WORK INSTRUCTIONS :: Lines with "十五號越堤道": copy each one from the listing below.

EXTRACTED RECORDS ::

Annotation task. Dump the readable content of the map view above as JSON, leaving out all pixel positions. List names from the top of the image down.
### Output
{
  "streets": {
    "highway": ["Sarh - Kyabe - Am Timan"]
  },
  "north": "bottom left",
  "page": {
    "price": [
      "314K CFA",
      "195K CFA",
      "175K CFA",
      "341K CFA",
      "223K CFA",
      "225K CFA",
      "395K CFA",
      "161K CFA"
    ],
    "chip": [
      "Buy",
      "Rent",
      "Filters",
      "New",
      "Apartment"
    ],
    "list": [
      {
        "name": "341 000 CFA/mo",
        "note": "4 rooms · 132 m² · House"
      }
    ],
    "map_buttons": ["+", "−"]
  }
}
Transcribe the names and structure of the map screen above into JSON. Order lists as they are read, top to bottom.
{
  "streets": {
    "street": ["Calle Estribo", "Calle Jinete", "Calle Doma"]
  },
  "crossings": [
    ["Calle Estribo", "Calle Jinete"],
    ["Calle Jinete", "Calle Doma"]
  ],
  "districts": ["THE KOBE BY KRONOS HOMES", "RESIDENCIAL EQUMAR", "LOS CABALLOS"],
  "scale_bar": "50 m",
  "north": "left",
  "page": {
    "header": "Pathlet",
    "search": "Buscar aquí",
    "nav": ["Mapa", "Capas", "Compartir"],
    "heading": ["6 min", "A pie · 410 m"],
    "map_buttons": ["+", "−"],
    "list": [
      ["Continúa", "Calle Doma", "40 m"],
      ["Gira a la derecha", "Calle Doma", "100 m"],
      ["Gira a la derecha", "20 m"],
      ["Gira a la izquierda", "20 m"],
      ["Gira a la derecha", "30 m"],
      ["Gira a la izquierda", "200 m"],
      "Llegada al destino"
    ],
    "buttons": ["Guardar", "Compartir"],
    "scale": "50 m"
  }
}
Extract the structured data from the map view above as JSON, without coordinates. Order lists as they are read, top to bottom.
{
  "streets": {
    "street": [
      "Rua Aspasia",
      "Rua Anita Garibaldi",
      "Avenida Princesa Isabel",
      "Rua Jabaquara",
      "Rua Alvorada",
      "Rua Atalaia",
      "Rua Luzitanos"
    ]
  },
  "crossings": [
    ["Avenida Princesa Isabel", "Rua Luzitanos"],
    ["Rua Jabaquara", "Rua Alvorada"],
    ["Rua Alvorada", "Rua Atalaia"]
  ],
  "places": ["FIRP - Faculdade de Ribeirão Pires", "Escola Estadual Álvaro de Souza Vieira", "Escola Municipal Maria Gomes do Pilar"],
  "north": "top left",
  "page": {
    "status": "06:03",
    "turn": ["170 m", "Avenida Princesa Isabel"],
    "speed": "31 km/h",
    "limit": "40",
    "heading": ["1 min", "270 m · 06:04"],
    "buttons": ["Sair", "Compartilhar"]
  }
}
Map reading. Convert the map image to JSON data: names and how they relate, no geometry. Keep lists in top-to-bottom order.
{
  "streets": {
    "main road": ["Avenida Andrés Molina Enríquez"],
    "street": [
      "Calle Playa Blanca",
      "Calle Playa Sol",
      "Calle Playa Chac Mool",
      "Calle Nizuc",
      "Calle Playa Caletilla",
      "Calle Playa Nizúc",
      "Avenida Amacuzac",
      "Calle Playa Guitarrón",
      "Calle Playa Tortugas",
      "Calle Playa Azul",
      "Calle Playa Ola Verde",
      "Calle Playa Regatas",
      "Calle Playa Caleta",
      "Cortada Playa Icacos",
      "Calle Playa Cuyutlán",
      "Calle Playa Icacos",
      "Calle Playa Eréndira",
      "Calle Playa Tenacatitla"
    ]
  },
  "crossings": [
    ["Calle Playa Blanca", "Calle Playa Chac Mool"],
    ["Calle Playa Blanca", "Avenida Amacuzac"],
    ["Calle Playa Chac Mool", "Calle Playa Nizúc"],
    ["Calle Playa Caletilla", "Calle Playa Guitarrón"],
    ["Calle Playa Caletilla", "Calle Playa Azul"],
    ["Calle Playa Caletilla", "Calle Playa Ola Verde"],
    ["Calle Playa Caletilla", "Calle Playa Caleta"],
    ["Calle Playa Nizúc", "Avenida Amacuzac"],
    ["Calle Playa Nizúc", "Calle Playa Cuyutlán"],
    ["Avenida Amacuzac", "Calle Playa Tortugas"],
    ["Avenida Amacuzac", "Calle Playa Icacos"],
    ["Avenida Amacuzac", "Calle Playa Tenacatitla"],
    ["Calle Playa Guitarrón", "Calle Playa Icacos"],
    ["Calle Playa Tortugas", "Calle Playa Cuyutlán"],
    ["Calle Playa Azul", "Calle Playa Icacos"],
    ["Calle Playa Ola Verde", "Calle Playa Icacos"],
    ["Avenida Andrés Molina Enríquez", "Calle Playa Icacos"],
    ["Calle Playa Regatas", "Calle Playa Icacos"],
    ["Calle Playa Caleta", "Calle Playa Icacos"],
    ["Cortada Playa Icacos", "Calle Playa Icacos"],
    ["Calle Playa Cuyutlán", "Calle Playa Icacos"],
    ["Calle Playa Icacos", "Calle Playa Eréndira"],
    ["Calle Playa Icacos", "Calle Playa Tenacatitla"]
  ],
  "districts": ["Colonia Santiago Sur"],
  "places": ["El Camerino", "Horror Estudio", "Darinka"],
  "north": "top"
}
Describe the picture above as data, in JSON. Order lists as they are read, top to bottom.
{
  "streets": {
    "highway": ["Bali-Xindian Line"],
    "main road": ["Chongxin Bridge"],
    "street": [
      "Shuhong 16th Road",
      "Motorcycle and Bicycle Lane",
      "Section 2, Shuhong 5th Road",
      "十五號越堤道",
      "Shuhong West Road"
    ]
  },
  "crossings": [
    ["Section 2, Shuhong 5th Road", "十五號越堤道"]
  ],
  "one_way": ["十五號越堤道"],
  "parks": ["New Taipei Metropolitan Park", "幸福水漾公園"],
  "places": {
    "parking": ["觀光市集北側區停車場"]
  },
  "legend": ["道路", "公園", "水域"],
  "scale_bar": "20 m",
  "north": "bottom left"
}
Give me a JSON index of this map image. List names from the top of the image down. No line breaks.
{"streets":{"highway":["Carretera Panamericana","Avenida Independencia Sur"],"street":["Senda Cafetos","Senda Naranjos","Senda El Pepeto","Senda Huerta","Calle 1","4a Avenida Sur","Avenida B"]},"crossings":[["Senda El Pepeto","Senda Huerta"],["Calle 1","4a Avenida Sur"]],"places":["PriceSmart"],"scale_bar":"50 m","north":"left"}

ANSWER AREA ::
      "十五號越堤道",
    ["Section 2, Shuhong 5th Road", "十五號越堤道"]
  "one_way": ["十五號越堤道"],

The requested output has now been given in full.